What is being asked =>
Repeat each record exactly as written, and drop any images.

[Exercise inputs — start]

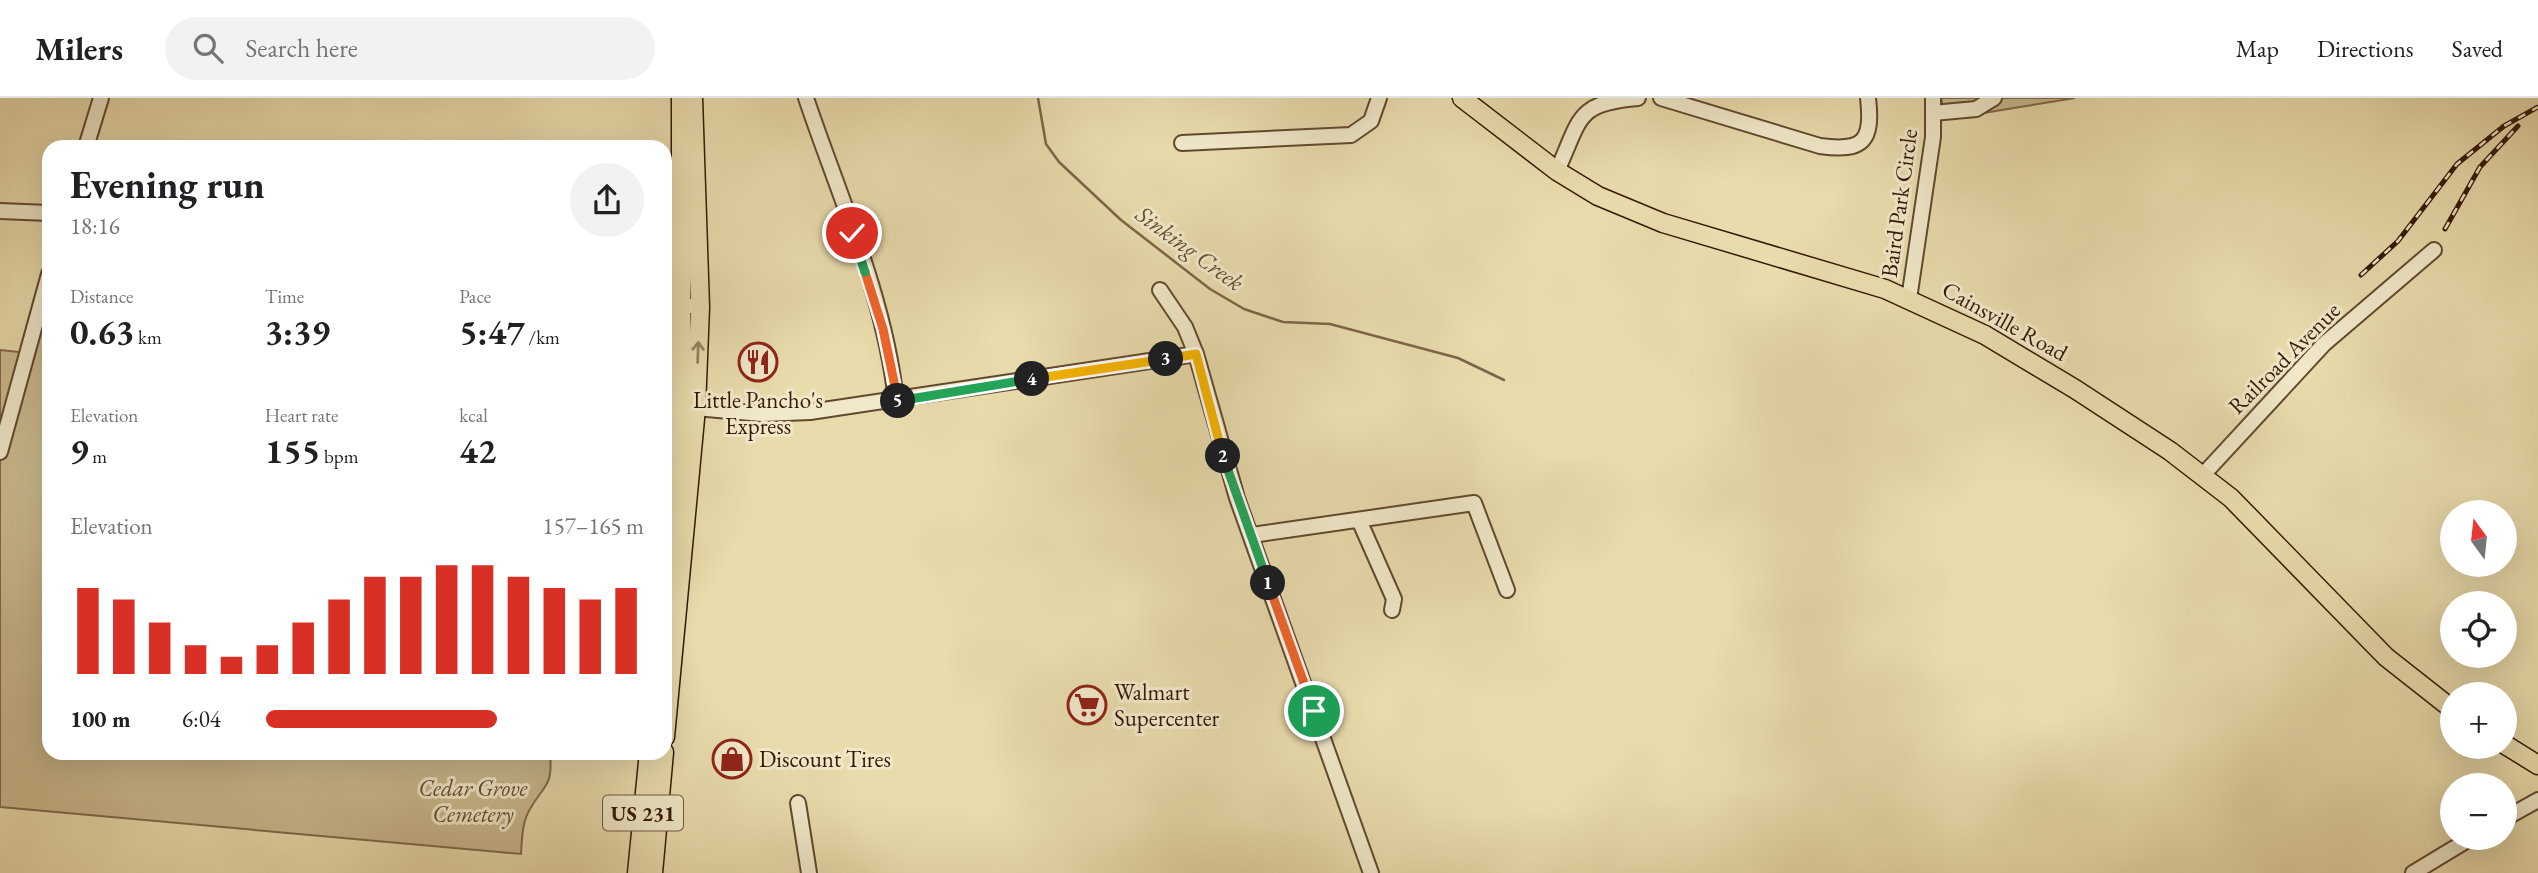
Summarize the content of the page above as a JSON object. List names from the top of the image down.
{
  "streets": {
    "main road": ["Cainsville Road", "US 231"],
    "street": ["Baird Park Circle", "Railroad Avenue"]
  },
  "crossings": [
    ["Baird Park Circle", "Cainsville Road"],
    ["Cainsville Road", "Railroad Avenue"]
  ],
  "water": ["Sinking Creek"],
  "parks": ["Cedar Grove Cemetery"],
  "places": {
    "restaurant": ["Little Pancho's Express"],
    "supermarket": ["Walmart Supercenter"],
    "shop": ["Discount Tires"]
  },
  "north": "top",
  "page": {
    "header": "Milers",
    "search": "Search here",
    "nav": ["Map", "Directions", "Saved"],
    "heading": ["Evening run", "18:16"],
    "stats": [
      ["Distance", "0.63 km"],
      ["Time", "3:39"],
      ["Pace", "5:47 /km"],
      ["Elevation", "9 m"],
      ["Heart rate", "155 bpm"],
      ["kcal", "42"]
    ],
    "pins": [
      "3",
      "4",
      "5",
      "2",
      "1"
    ],
    "chart": ["Elevation", "157–165 m"],
    "map_buttons": ["+", "−"],
    "list": [
      {
        "name": "100 m",
        "note": "6:04"
      }
    ]
  }
}
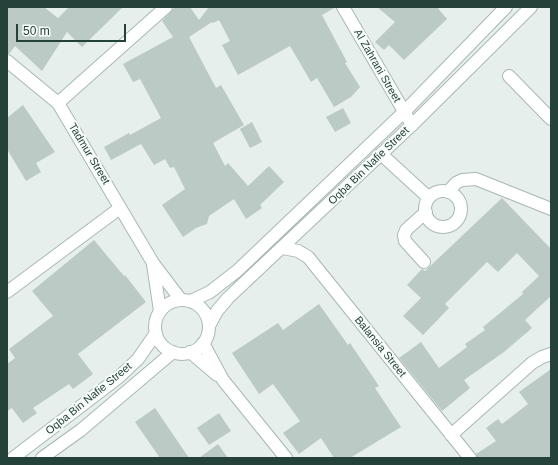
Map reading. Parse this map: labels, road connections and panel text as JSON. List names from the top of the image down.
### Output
{
  "streets": {
    "street": [
      "Al Zahrani Street",
      "Tadmur Street",
      "Oqba Bin Nafie Street",
      "Balansia Street"
    ]
  },
  "crossings": [
    ["Al Zahrani Street", "Oqba Bin Nafie Street"],
    ["Tadmur Street", "Oqba Bin Nafie Street"],
    ["Oqba Bin Nafie Street", "Balansia Street"]
  ],
  "scale_bar": "50 m"
}
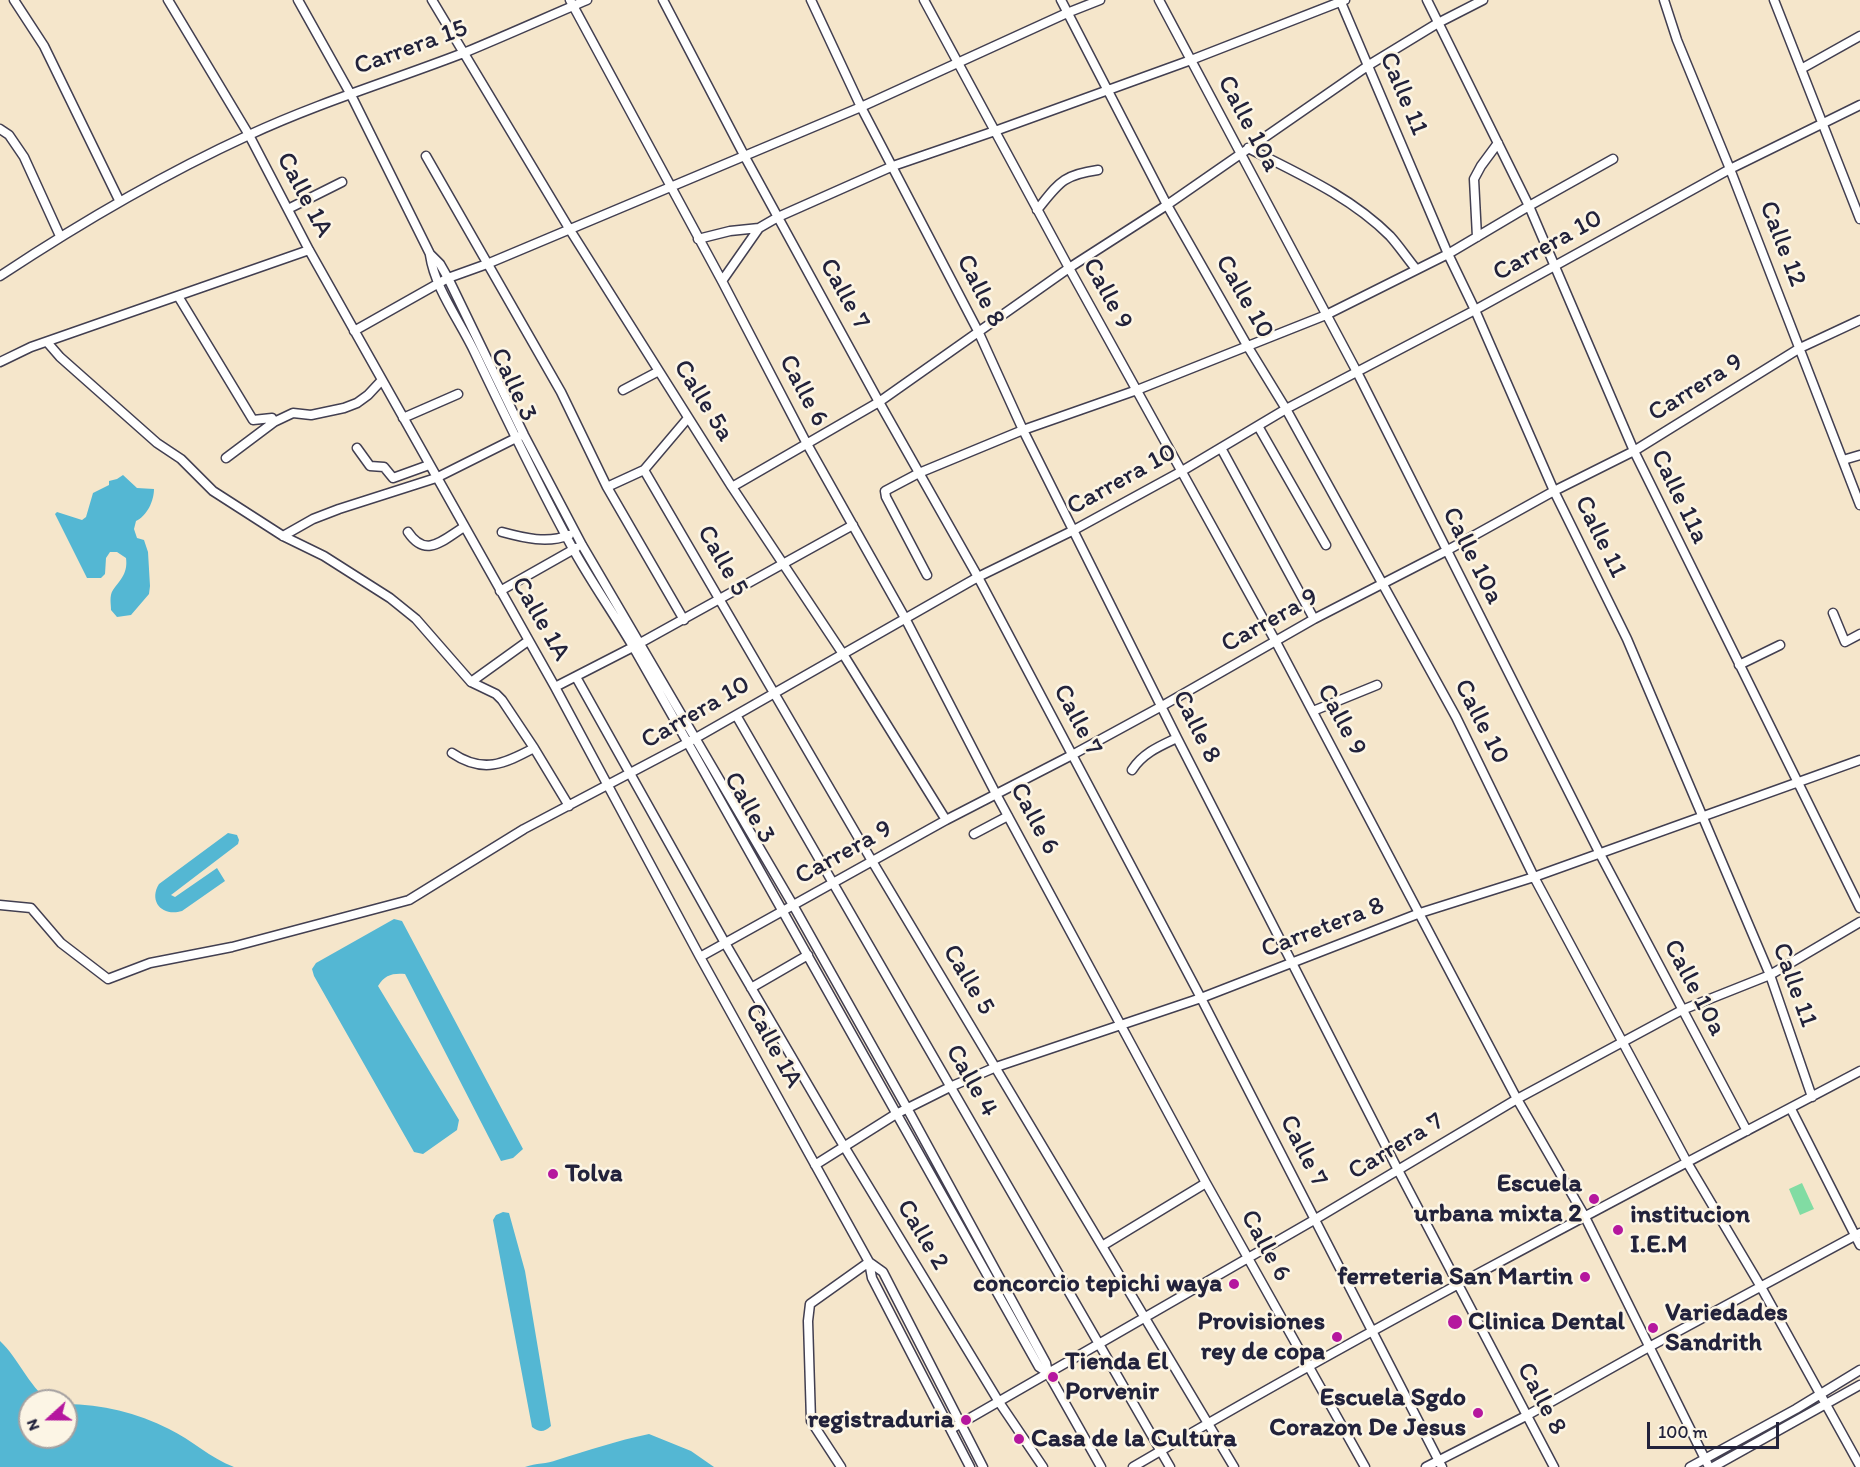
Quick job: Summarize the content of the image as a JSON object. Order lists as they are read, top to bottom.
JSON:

[Exercise inputs — finish]

Reply =>
Summarize the content of the page above as a JSON object. List names from the top of the image down.
{
  "streets": {
    "main road": ["Cainsville Road", "US 231"],
    "street": ["Baird Park Circle", "Railroad Avenue"]
  },
  "crossings": [
    ["Baird Park Circle", "Cainsville Road"],
    ["Cainsville Road", "Railroad Avenue"]
  ],
  "water": ["Sinking Creek"],
  "parks": ["Cedar Grove Cemetery"],
  "places": {
    "restaurant": ["Little Pancho's Express"],
    "supermarket": ["Walmart Supercenter"],
    "shop": ["Discount Tires"]
  },
  "north": "top",
  "page": {
    "header": "Milers",
    "search": "Search here",
    "nav": ["Map", "Directions", "Saved"],
    "heading": ["Evening run", "18:16"],
    "stats": [
      ["Distance", "0.63 km"],
      ["Time", "3:39"],
      ["Pace", "5:47 /km"],
      ["Elevation", "9 m"],
      ["Heart rate", "155 bpm"],
      ["kcal", "42"]
    ],
    "pins": [
      "3",
      "4",
      "5",
      "2",
      "1"
    ],
    "chart": ["Elevation", "157–165 m"],
    "map_buttons": ["+", "−"],
    "list": [
      {
        "name": "100 m",
        "note": "6:04"
      }
    ]
  }
}
Map reading. Parse this map: labels, road connections and panel text as JSON. List names from the top of the image down.
### Output
{
  "streets": {
    "street": [
      "Al Zahrani Street",
      "Tadmur Street",
      "Oqba Bin Nafie Street",
      "Balansia Street"
    ]
  },
  "crossings": [
    ["Al Zahrani Street", "Oqba Bin Nafie Street"],
    ["Tadmur Street", "Oqba Bin Nafie Street"],
    ["Oqba Bin Nafie Street", "Balansia Street"]
  ],
  "scale_bar": "50 m"
}
Quick job: Summarize the content of the image as a JSON object. Order lists as they are read, top to bottom.
JSON:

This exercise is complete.